Kepala UPT TPA Cikundul, Novian Rahmat Taufik mengatakan, jenis sampah yang paling banyak selama terjadi lonjakan adalah plastik. Sampah-sampah tersebut masuk begitu saja ke TPA Cikundul tanpa melalui  pemilahan atau proses awal sehingga sangat membebani TPA. 

"Bahkan nanti mendekati Lebaran, kuantitas sampah yang masuk ke sini bisa mencapai 200 ton," katanya kepada sejumlah awak media, Kamis (7/6).

Lanjut Novian, masalah sampah harus diselesaikan dari hulunya terlebih dahulu sehingga sampah yang tiba di TPA benar-benar sampah yang tidak terpakai lagi. Untuk pengolahan dan pemilahan sampah di hulu sekarang sudah banyak TPS 3R (Reduce, Reuse & Recycle). Kehadiran TPS 3 R ini dapat mengelola sampah-sampah yang ada di lingkungan masyarakat dan mengirimkan residunya ke TPA.

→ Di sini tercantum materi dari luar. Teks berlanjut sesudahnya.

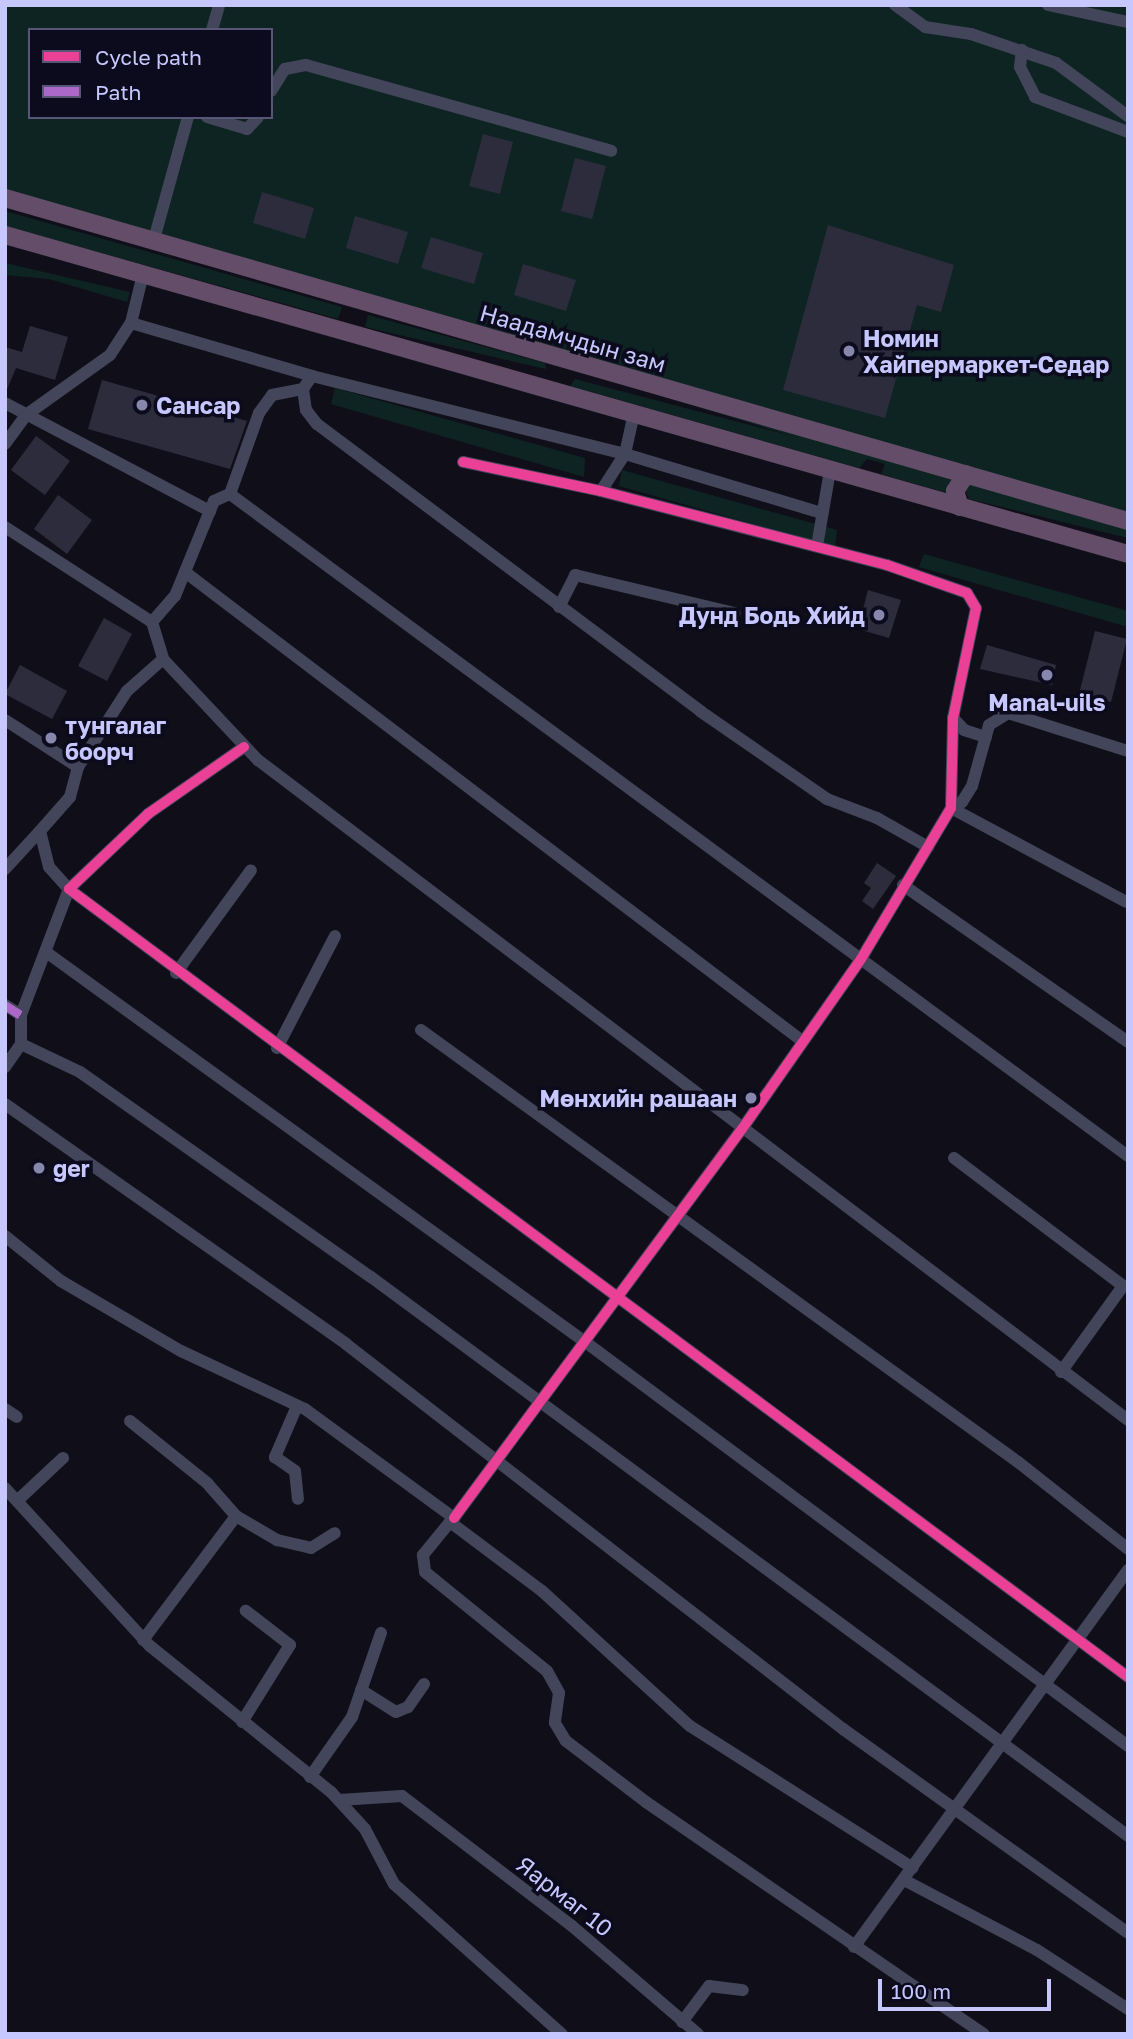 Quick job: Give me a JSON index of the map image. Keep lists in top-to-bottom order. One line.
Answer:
{"streets":{"highway":["Наадамчдын зам"],"street":["Яармаг 10"]},"places":["Номин Хайпермаркет-Седар","Сансар","Дунд Бодь Хийд","Manal-uils","тунгалаг боорч","Мөнхийн рашаан","ger"],"legend":["Cycle path","Path"],"scale_bar":"100 m"} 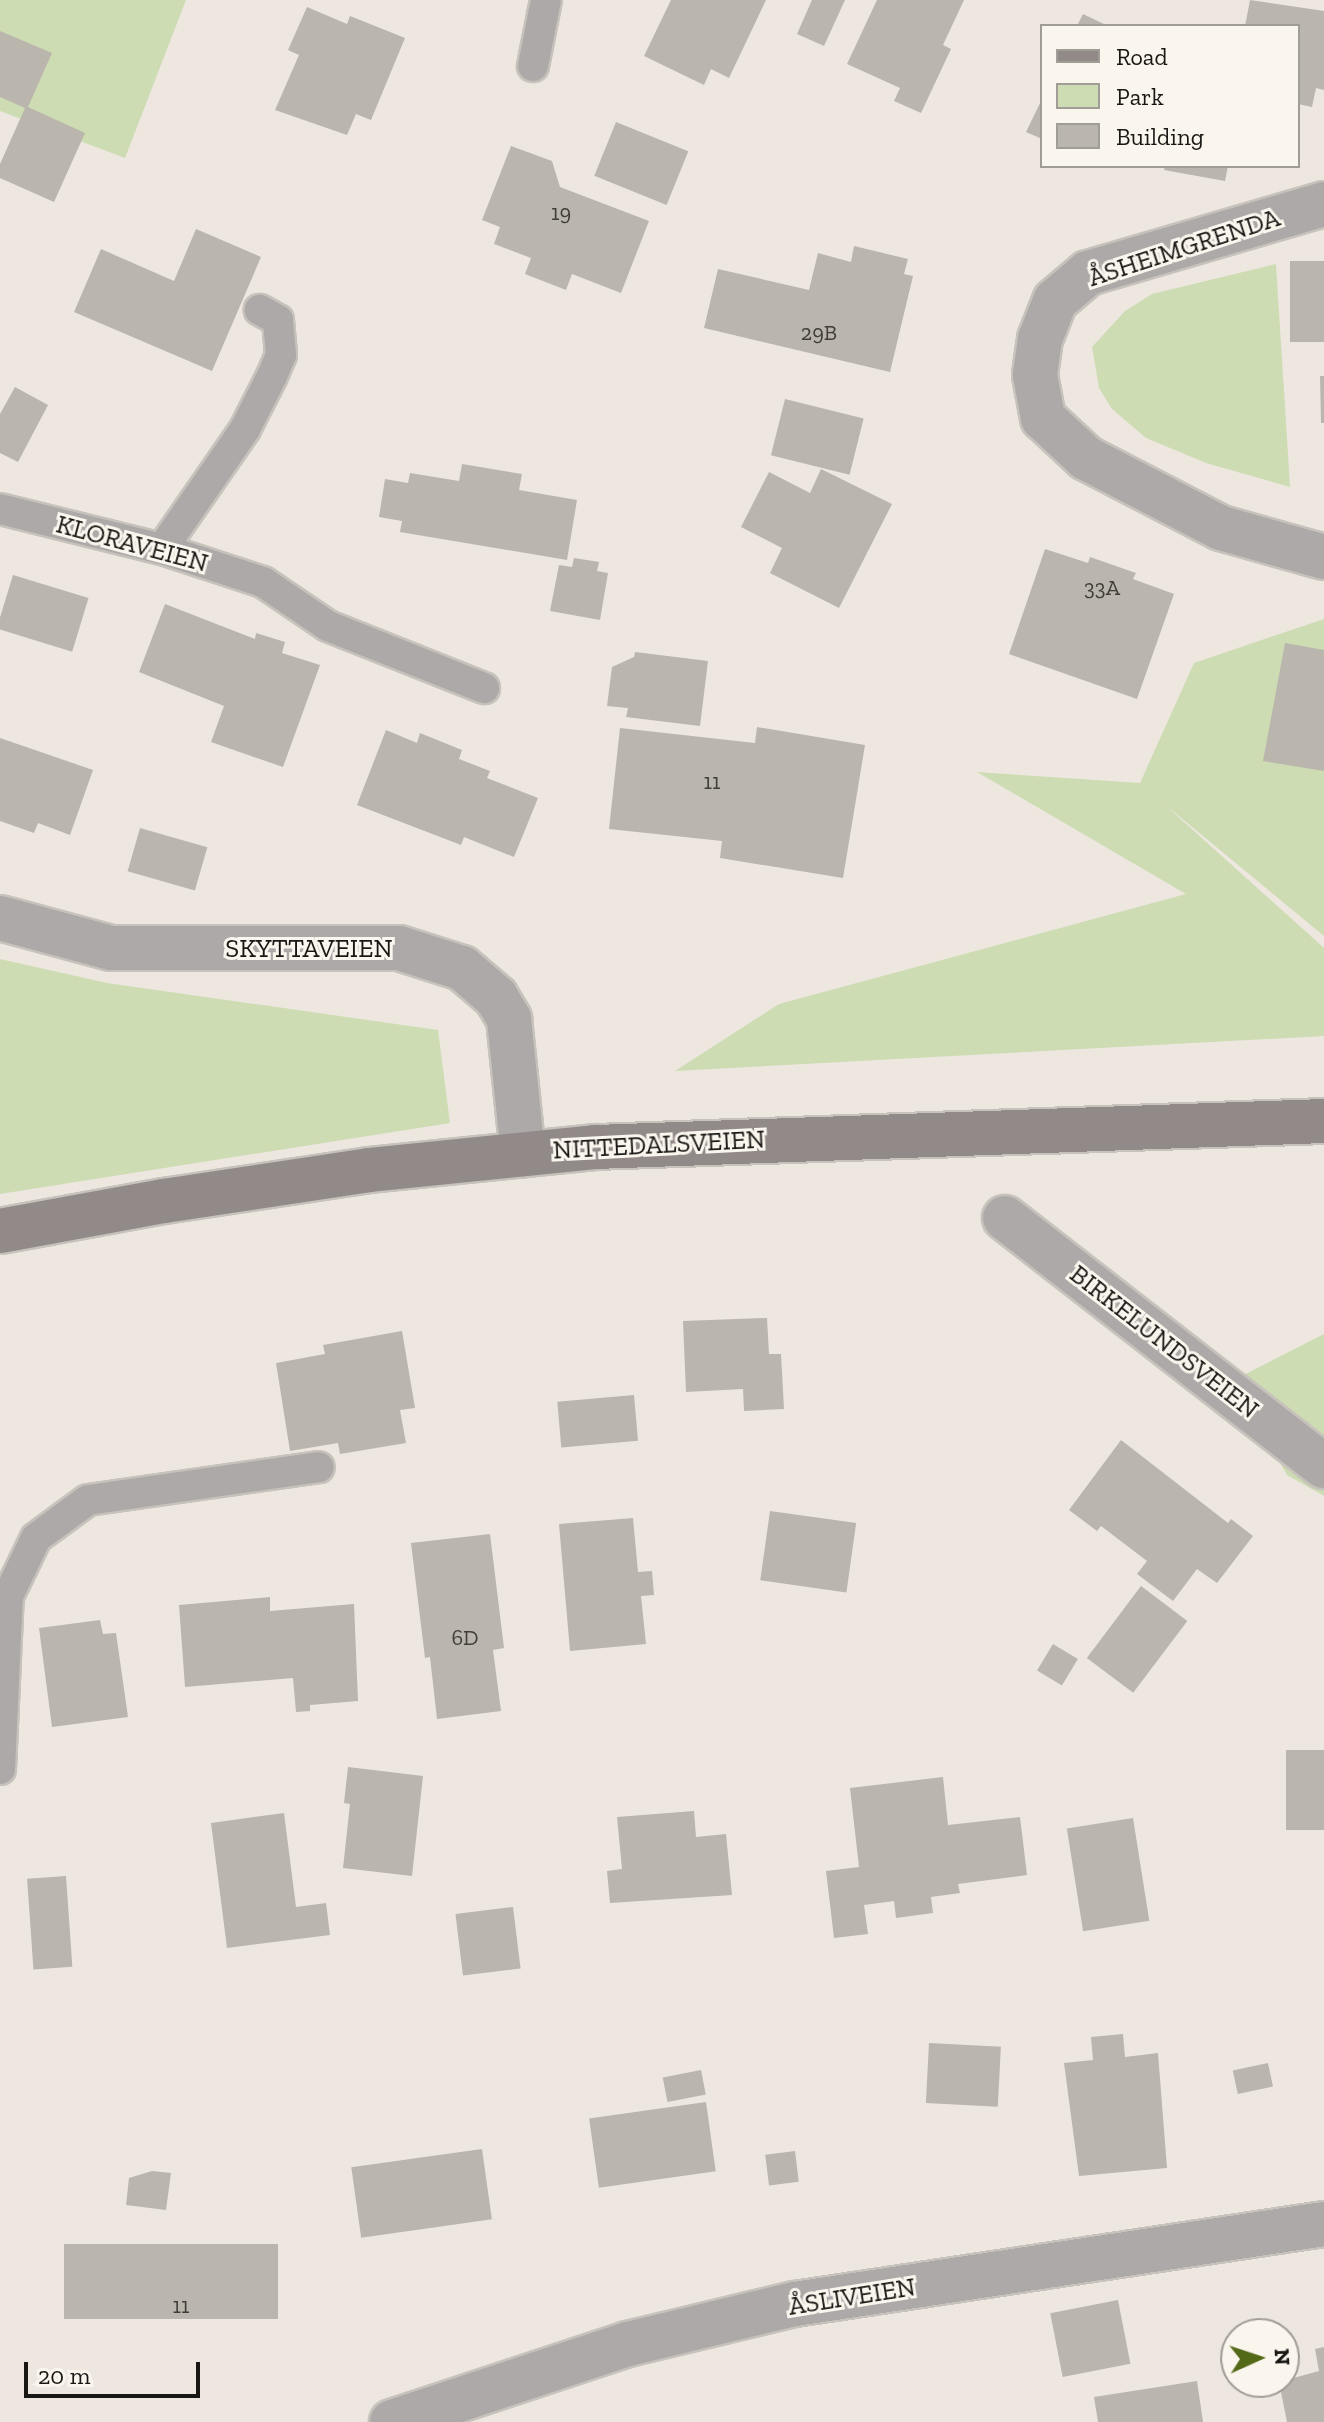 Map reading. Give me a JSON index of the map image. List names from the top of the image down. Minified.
{"streets":{"main road":["NITTEDALSVEIEN"],"street":["ÅSHEIMGRENDA","SKYTTAVEIEN","BIRKELUNDSVEIEN","ÅSLIVEIEN"],"lane":["KLORAVEIEN"]},"crossings":[["SKYTTAVEIEN","NITTEDALSVEIEN"]],"house_numbers":["19","29B","33A","11","6D","11"],"legend":["Road","Park","Building"],"scale_bar":"20 m","north":"right"} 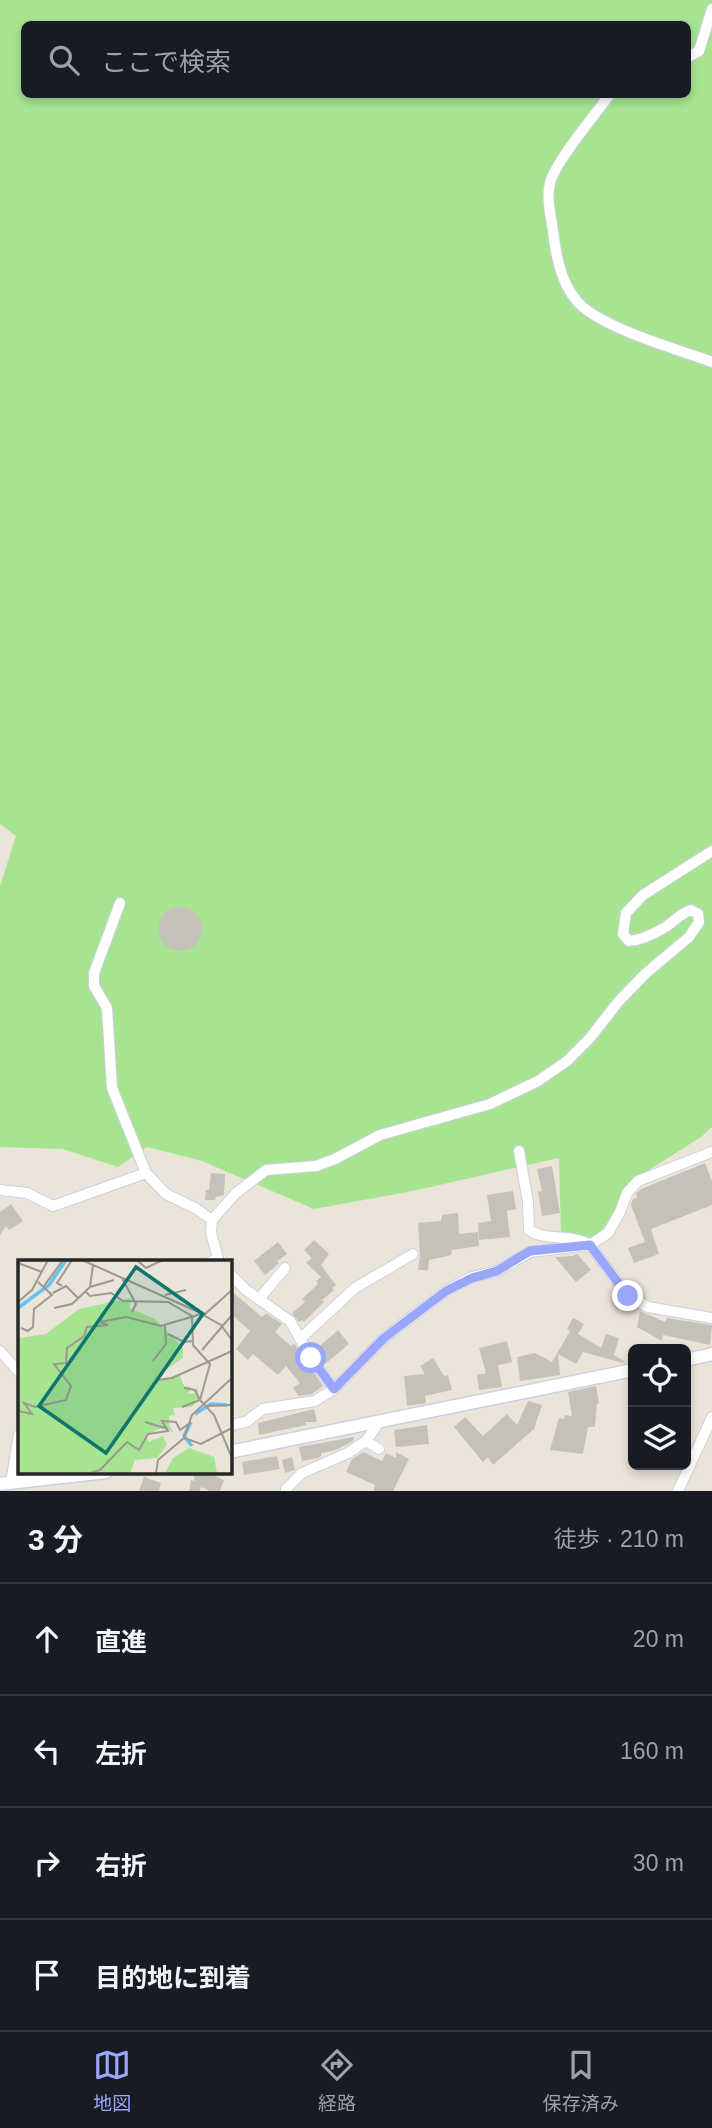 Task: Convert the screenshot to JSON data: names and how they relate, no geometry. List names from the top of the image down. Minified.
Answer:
{"page":{"search":"ここで検索","heading":["3 分","徒歩 · 210 m"],"list":[["直進","20 m"],["左折","160 m"],["右折","30 m"],"目的地に到着"],"nav":["地図","経路","保存済み"]}}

"Residu itu benar-benar sampah yang tidak bisa digunakan lagi. Sampah yang masuk ke TPS 3R diolah menjadi pupuk kompos atau bahan kerajinan dari sampah anorganik," terangnya.

Terkait kondisi TPA saat ini, Novian menuturkan, dengan luas lahan 1,5 hektare dan lahan cadangan 1.500 meterpersegi, umur TPA Cikundul diperkirakan sekitar dua tahun lagi. 

"Kita mengharapkan adanya kerja sama dengan berbagai pihak termasuk pemerintah pusat untuk memperpanjang umur TPA," harapnya.

Pada malam takbiran nanti, operator TPA akan stand by untuk tetap bekerja karena masih ada pengangkutan sampah sampai dini hari. 

"Sementara pada hari H Idul Fitri, UPT TPA Cikundul akan mengerahkan 22 personel yang terdiri dari petugas operator 3 orang, petugas timbangan 4 orang, petugas indus dan kebersihan lingkungan ada 9 orang, kebersihan kantor 2 orang, dan staf ada 4 orang," imbuhnya.

Disamping itu, UPT TPA Cikundul terus mengembangkan inovasi dan kreativitas. Sejak pengelolanya berstatus UPT, tempat pengolahan sampah akhir di Cikundul bukan lagi tempat yang menjijikkan dan harus dijauhi, melainkan lokasi yang menyenangkan, malahan dapat menjadi objek wisata edukasi. Lingkungan TPA dibuat menjadi indah dan penuh sentuhan seni.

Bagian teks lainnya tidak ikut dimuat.